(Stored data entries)
============================================================
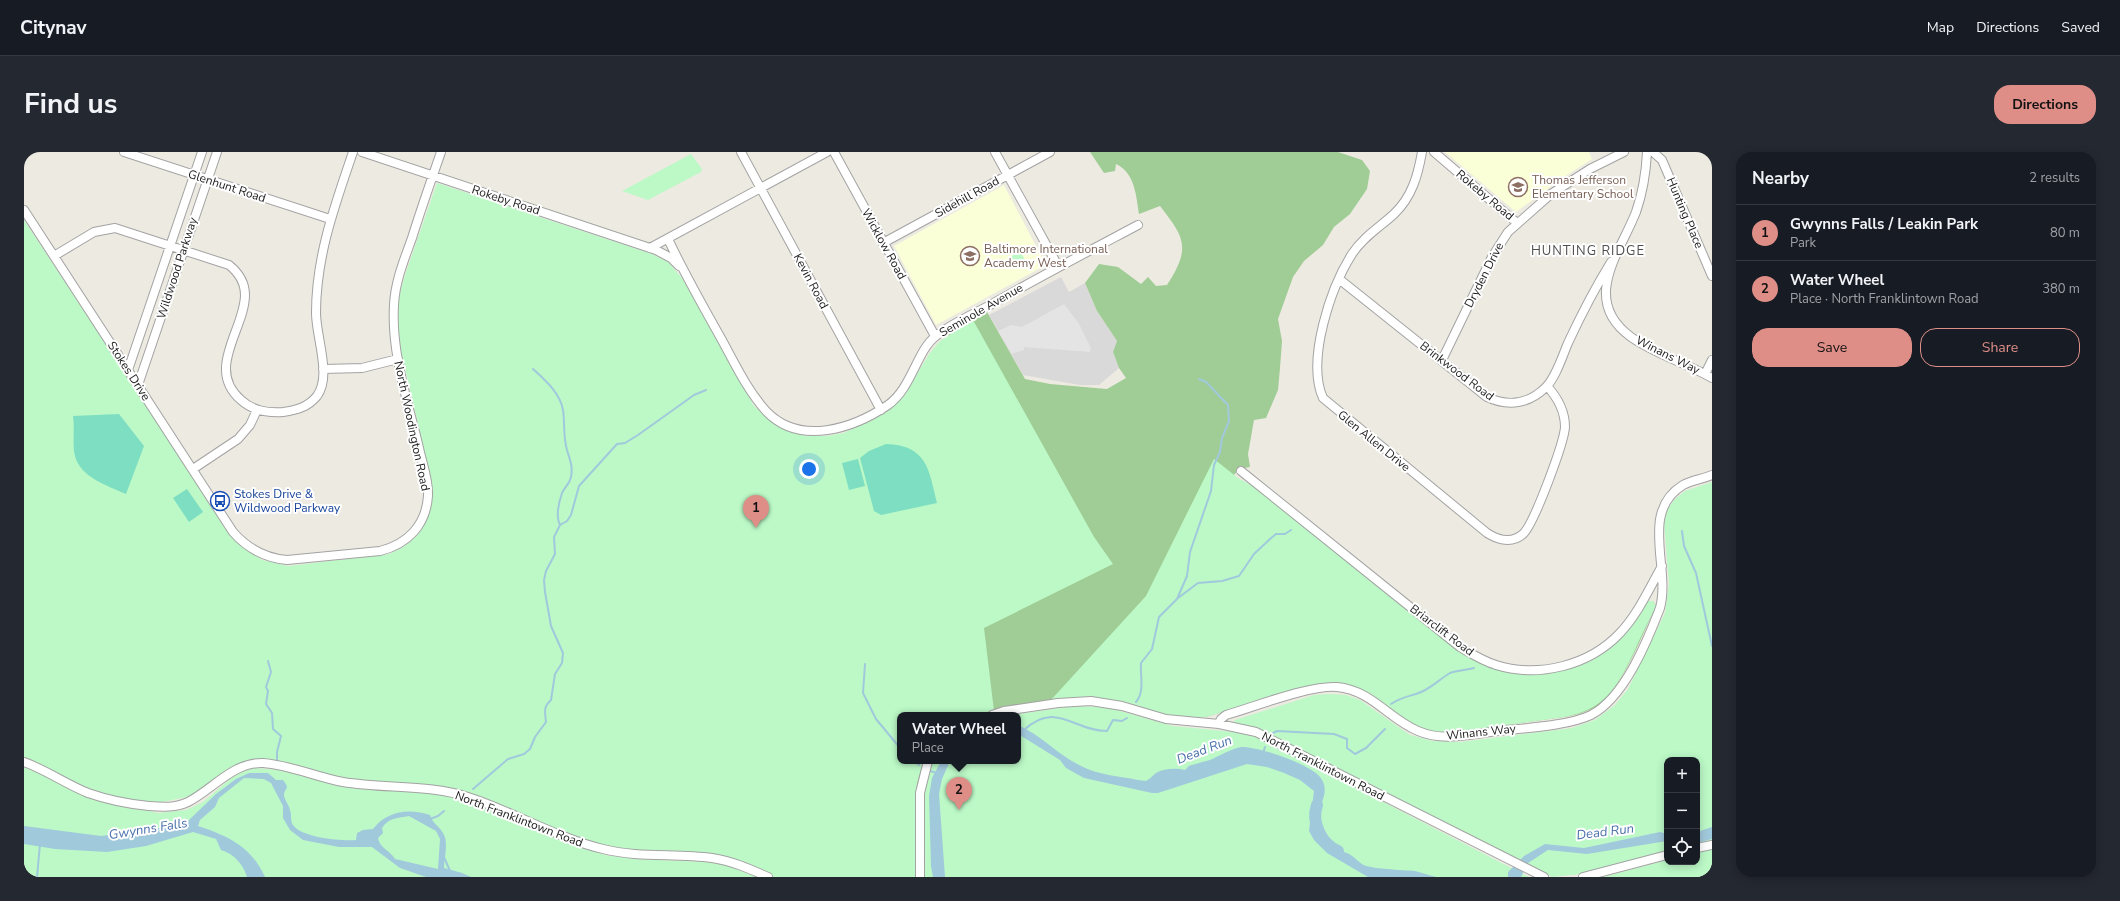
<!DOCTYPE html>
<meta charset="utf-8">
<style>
:root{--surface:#171b24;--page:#242831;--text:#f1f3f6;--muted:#9ea1a6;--line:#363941;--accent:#de8e87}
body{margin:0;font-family:"Nunito Sans",sans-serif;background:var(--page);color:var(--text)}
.controls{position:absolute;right:12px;bottom:12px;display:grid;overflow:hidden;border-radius:8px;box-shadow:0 2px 10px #0003}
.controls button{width:36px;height:36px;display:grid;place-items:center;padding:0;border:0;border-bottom:1px solid var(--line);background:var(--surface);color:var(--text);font:20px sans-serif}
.you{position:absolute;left:785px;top:317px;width:14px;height:14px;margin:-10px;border:3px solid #fff;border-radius:50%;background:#1a73e8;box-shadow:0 0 0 6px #1a73e833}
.badge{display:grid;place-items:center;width:26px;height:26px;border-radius:50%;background:var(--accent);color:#111;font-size:13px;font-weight:700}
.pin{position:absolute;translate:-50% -33px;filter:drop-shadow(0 1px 2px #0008)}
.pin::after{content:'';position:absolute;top:21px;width:14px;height:12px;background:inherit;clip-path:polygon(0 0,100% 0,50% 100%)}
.popup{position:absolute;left:873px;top:560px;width:124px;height:52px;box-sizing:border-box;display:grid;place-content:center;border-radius:8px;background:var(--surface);filter:drop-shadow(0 1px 3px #0005);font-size:13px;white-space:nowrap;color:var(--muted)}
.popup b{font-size:15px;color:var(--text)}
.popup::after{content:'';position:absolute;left:50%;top:100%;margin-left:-8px;border:8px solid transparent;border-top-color:var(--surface)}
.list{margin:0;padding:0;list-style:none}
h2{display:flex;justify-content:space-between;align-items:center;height:52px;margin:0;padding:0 16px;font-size:17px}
h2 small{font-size:13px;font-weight:400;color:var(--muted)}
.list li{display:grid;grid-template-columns:26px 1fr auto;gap:12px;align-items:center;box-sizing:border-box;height:56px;padding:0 16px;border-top:1px solid var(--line)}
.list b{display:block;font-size:15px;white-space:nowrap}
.list p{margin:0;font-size:13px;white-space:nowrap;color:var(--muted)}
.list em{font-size:13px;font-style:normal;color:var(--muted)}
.actions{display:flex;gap:8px;padding:12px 16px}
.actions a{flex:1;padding:9px 0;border:1px solid var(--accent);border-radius:16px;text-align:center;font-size:14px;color:var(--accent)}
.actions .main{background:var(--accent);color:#111}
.icon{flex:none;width:22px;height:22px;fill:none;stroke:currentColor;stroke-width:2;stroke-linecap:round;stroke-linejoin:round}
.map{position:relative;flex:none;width:1688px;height:725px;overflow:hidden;border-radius:16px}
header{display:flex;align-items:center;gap:24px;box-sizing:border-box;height:56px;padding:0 20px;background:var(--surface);border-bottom:1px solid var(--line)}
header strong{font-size:19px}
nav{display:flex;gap:22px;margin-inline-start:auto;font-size:14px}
.intro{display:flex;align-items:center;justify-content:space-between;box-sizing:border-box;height:96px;padding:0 24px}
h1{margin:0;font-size:28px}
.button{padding:10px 18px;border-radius:16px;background:var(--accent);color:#111;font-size:14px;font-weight:700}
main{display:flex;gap:24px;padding:0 24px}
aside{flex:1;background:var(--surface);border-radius:16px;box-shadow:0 2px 10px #0003}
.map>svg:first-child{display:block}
.residential{fill:#dad9d9}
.education{fill:#fbffd8}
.forest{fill:#a0cd95}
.park{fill:#bcf9c7}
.pitch{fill:#7edec2}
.parking{fill:#e4e4e4}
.water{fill:#a1c9dc;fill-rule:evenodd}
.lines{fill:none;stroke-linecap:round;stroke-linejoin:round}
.stream{stroke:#a1c9dc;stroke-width:2}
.river{stroke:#a1c9dc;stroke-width:12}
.minor-casing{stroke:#a3a3a3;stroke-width:10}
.minor{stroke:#fff;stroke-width:8}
.labels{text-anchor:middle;stroke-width:4;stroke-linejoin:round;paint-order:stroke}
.education-label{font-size:12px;fill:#785e54;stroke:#fff;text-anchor:start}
.street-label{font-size:12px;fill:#1c1c1c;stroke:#fff}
.transit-label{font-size:12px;fill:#164399;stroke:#fff;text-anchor:start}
.neighbourhood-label{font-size:13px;letter-spacing:1px;fill:#4f4f4f;stroke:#fff}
.water-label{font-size:13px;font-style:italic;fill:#4970ab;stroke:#fff}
</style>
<header>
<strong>Citynav</strong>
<nav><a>Map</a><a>Directions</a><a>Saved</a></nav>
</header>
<div class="intro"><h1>Find us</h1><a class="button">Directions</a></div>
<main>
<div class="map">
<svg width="1688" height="725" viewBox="0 0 1688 725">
<rect width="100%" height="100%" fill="#edeae1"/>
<path class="residential" d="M1037,125L1045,140L1061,131L1073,159L1093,189L1089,200L1095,216L1075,233H1056L999,223L965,163Z"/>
<path class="education" d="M1421,0H1565L1568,7L1537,27L1492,60Z
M980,33L1022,113L912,173L870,94Z"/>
<path class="forest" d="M1066,0H1314L1338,8L1346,19L1343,37L1326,62L1310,75L1299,93L1280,109L1269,125L1254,167L1258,189L1256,216L1254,238L1242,266L1230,268L1224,302L1226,315L1215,317L1210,323L1213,326V339L1462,518L1533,525L1587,495L1610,471L1624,449H1629L1632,454C1618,483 1599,534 1575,553C1564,560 1552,563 1540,565L1431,580H1413L1401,577L1385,570L1355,547L1342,539L1330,535L1303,531L1282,534L1182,565L1080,547L1059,546L970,559L959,563H876V609H901L893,635L891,725H749L706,707L405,633H366L202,390L249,419L379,407L422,353L376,195L721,247L749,271L773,281L817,343L922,197L924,182L963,160L1001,227L1026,232L1083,237L1102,226L1095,216L1089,200L1093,189L1073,159L1061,131L1075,112L1094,115L1117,132L1124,125L1132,134L1143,133C1167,96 1161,86 1136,54L1115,62C1112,43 1111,21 1092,12L1091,19L1080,21Z"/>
<path class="park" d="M667,2L678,17L677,20L624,48L598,39Z
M413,31L628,102L644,110L658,126L730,254L749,271L782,284H802L820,281L863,259L881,243L905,202L916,189L949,168L1070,385L1089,412L960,476L970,559L959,563H876V609H901C882,644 897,687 891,725H749L706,707L612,700L556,688L447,644L405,633H366L329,629L232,609L163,645L138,650L113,649L68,639L0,609V68L211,389L238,408L264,414L365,402C398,388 409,367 408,332L376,195L373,165L376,141L381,123Z
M996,99L1001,108V113L998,115L994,113L991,117L985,115L988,104Z
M1190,307L1214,326L1234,337L1431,496C1470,522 1515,530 1559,511C1569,507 1580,501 1588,494C1603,481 1613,465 1624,449H1629L1632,454C1624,470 1616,486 1609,502C1592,537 1581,557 1540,565L1431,580H1413L1401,577L1385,570L1355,547L1342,539L1330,535L1303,531L1282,534L1182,565L1159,567L1140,564L1080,547L1059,546L1026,549L1122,444Z
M1688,330V690L1673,693V608H1643V700L1558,722L1528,725L1209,572L1211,568L1290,543L1306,542L1322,543L1336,548L1386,583L1409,589L1436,590L1525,579L1548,576L1571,568L1591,553L1604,537L1641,461L1645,432L1640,371L1643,358L1651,347L1661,339Z
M1051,554L1082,555L1149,574L1211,580L1233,585L1505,725H900C906,688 888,643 909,609H994V563H986Z
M0,615L73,648L134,661L162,658L179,650L207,626L220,619L231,616L254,618L333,637L409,641L449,651L530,686L581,703L611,707L682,710L702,713L733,725H0Z
M1688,697V725H1579L1643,708V710H1673V701Z"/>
<path class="pitch" d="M95,262L120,294L102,342C84,334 56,325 51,304C48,292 51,277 49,264Z
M862,292C903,293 905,318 913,351L857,363L850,359L836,306L845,299Z
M834,307L841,334L825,338L818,311Z
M163,337L179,360L165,370L149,346Z"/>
<path class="parking" d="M1040,152L1055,172L1067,196L1066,200L1000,195V198L988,202L974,179L987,173L998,175Z"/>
<path class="water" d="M994,573C1017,583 1034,603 1057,614C1074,623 1095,624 1114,628L1122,629C1126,627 1128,624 1132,621C1140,616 1153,616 1161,618C1163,616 1165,613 1168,613C1174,611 1180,610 1186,608C1195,604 1207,597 1217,595C1233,594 1286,612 1296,625C1313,646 1277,666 1299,689C1306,696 1315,698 1323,701C1330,704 1332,708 1338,712C1344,717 1380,718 1391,719C1398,721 1405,723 1412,725H1344L1303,701L1290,688L1285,679L1290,639L1276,628L1260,621L1243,615L1223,612L1134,641H1128L1060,626L1042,616L1036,608L994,582Z
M917,609H926L918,627L915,642L921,725H909L907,714L905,644L908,626Z
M225,621H244L252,628H259C267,638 260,635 260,644C261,649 265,653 266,658C268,663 266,669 269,673C278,686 317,689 332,688L333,681L339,678L349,677C363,659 385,656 406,663C409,672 415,674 419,681C425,690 420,706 420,716L438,721L447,725H402L376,716L348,695H315L279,688L266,678L259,666V654L247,631L240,627L220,626L195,646L191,655L176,668L174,674C204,684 227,694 241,725H223C219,712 210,702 197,698L192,687L169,680L122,694L83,700L31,697L0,692V674L77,684L150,674L165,668L192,642L212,627ZM385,664L412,679L416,687L414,717L371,707C366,698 356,697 354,686L359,681L358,676C364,666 374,666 385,664Z
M1688,675V687L1673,691V680Z
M1636,680L1643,682V689L1563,702L1524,698L1504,711L1497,725H1484V720L1500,704L1521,692L1560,696Z"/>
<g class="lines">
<path class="stream" d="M509,217C521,228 536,241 539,258C541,271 539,285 543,298C546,308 549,314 547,325C546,331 541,335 538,341C535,350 531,364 536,373
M1658,379L1660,394L1672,421L1688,494
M1154,446L1174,431L1198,429L1215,424L1230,402L1246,387L1252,382H1261L1267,378
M244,509L247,520L242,535L244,539L242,552L248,561L249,577L257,584L253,600V609
M841,512L839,541L852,567L876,596
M1112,550C1121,539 1116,525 1117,511L1128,497L1135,465L1153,447L1163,424L1166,400L1187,339L1190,313L1196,300L1198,286L1205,269L1204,253L1182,230L1175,227
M1367,552C1376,546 1382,545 1392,542C1406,538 1414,528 1426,521C1430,519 1443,518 1450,516
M1000,578C1032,548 1049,579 1083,579L1089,568L1098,569L1103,566
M1249,581L1253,579L1310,582L1323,587V596L1331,602L1342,596L1361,577
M1239,601L1241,595
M890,609L895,613
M906,619L913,621
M449,637L484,607L500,602L506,597L511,585L522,570C521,560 519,555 527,548L531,522L538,511L539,501L527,474L521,440L520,428L522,419L531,402L530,385L536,373L543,369L547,363L555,334L593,292L601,291L614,283L670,243L682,238
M406,667L414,664L420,659
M420,705L426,719
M13,725L16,692"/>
<path class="river" d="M1293,653C1287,670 1297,692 1314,699"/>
<g class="minor-casing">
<path id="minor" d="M100,0L306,67
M338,0L632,98L647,106L655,114
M717,0L857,258
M810,0L911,184
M971,0L1034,114
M1398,0C1394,23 1388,45 1370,62C1356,75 1339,85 1328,102C1307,135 1282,208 1299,246L1463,381C1474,388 1488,392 1499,382C1510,372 1540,291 1541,275C1541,260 1533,245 1523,234
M1410,0L1493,71
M1623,0C1622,20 1619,40 1612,60C1596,101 1556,148 1607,185C1631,202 1662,211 1688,226
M1629,0L1638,8L1688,124
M0,58L209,380C224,397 241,406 263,408L356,399C384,392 402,373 404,344C405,328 398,311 395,296C384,250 367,201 370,153C371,130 380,108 388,86C397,57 407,29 417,0
M644,87C661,123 680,156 699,190C712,214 724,239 742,259C776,295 830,276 864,253C888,236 893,198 912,184C928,171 950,162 968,152C1017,124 1065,99 1114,73
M859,91L1026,0
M626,96L803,0
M30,104L70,80L91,76L205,113C215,121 221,130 221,143C221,177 181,217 217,248C229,259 243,261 259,260C273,258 284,255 293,244C308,224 292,185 292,161C292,104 311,53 329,0
M1315,127L1463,245C1484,255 1505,252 1522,235C1532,225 1538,205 1544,191C1557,163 1571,136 1587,110
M1418,208L1468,105L1484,80L1527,42L1566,17L1600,0
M299,217L338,216L374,207
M104,218L178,0
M1681,222L1688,208
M114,233L193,0
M169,317L214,287L226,273L233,258
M1217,319L1436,495C1448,502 1459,509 1472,513C1514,526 1565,514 1596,481C1614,462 1625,437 1638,414
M968,563L980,559L1034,551L1067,549L1098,554L1142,567L1195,572L1232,580L1520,725
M1195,572L1197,567L1202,563C1230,555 1285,533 1313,535C1347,538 1365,567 1394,579C1419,590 1449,582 1474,579C1500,576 1544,574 1567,563C1600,546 1623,490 1636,456C1647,416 1615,360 1659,333C1668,328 1679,327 1688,323
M0,610C22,618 42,632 64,641C84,648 104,652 125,654C138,655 152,656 164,650C188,638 209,610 239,611C266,613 292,625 319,630C362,637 406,632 447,646C492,661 533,686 579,697C615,706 652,701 688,706C708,709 726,717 744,725
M1673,696L1688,693
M896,725V641L904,609
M1559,725L1643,703"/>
</g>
<use href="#minor" class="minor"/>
</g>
<defs>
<g id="school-ring" transform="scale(1)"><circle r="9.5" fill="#fff" stroke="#8d6e63" stroke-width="1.5"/><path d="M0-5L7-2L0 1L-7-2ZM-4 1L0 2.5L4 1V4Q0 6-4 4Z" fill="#8d6e63"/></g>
<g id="bus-ring" transform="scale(1)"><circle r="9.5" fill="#fff" stroke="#1a4fb4" stroke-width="1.5"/><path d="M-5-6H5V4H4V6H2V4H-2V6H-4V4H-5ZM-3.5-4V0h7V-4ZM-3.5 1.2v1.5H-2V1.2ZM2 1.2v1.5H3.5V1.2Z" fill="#1a4fb4"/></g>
</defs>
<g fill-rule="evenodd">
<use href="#school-ring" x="1494" y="35"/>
<use href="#school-ring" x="946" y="104"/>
<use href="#bus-ring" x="196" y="349"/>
</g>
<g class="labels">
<g class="education-label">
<text x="1508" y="32">Thomas Jefferson<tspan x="1508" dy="14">Elementary School</tspan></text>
<text x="960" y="101">Baltimore International<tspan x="960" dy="14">Academy West</tspan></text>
</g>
<g class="street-label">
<text transform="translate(203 34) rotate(18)" y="4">Glenhunt Road</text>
<text transform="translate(1461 43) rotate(40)" y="4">Rokeby Road</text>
<text transform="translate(943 45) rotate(-29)" y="4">Sidehill Road</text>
<text transform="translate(482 48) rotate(18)" y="4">Rokeby Road</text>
<text transform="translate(1661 61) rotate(67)" y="4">Hunting Place</text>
<text transform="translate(860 92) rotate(61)" y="4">Wicklow Road</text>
<text transform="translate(153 116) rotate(-72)" y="4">Wildwood Parkway</text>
<text transform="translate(1460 123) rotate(-63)" y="4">Dryden Drive</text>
<text transform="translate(787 129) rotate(62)" y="4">Kevin Road</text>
<text transform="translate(957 158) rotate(-30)" y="4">Seminole Avenue</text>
<text transform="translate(1644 203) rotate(27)" y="4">Winans Way</text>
<text transform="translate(105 219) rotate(57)" y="4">Stokes Drive</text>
<text transform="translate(1433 219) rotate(37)" y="4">Brinkwood Road</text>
<text transform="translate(388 274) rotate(78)" y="4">North Woodington Road</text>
<text transform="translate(1350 289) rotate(39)" y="4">Glen Allen Drive</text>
<text transform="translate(1418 478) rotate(37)" y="4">Briarclift Road</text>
<text transform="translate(1457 580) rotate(-6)" y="4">Winans Way</text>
<text transform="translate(1299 614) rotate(27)" y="4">North Franklintown Road</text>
<text transform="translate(495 667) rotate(21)" y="4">North Franklintown Road</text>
</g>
<g class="transit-label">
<text x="210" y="346">Stokes Drive &amp;<tspan x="210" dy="14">Wildwood Parkway</tspan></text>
</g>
<g class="neighbourhood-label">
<text x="1564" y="103">HUNTING RIDGE</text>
</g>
<g class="water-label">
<text transform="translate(1180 597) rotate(-21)" y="5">Dead Run</text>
<text transform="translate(124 676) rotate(-9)" y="5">Gwynns Falls</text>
<text transform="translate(1581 679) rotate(-7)" y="5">Dead Run</text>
</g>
</g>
</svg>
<div class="controls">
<button>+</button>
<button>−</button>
<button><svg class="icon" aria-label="locate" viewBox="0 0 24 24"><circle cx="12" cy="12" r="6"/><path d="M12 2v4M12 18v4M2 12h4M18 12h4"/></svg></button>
</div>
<div class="you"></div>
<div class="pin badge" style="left:732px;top:376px">1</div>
<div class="pin badge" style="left:935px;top:658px">2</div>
<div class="popup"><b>Water Wheel</b>Place</div>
</div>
<aside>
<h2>Nearby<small>2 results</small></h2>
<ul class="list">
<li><span class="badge">1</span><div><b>Gwynns Falls / Leakin Park</b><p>Park</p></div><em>80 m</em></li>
<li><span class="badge">2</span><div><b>Water Wheel</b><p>Place · North Franklintown Road</p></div><em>380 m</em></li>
</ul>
<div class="actions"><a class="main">Save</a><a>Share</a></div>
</aside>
</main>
============================================================
*EXERCISE DIRECTIONS:*
Which lines of the records contain the word "controls"? Copy each of them.

*SOLUTION TO THIS TASK:*
.controls{position:absolute;right:12px;bottom:12px;display:grid;overflow:hidden;border-radius:8px;box-shadow:0 2px 10px #0003}
.controls button{width:36px;height:36px;display:grid;place-items:center;padding:0;border:0;border-bottom:1px solid var(--line);background:var(--surface);color:var(--text);font:20px sans-serif}
<div class="controls">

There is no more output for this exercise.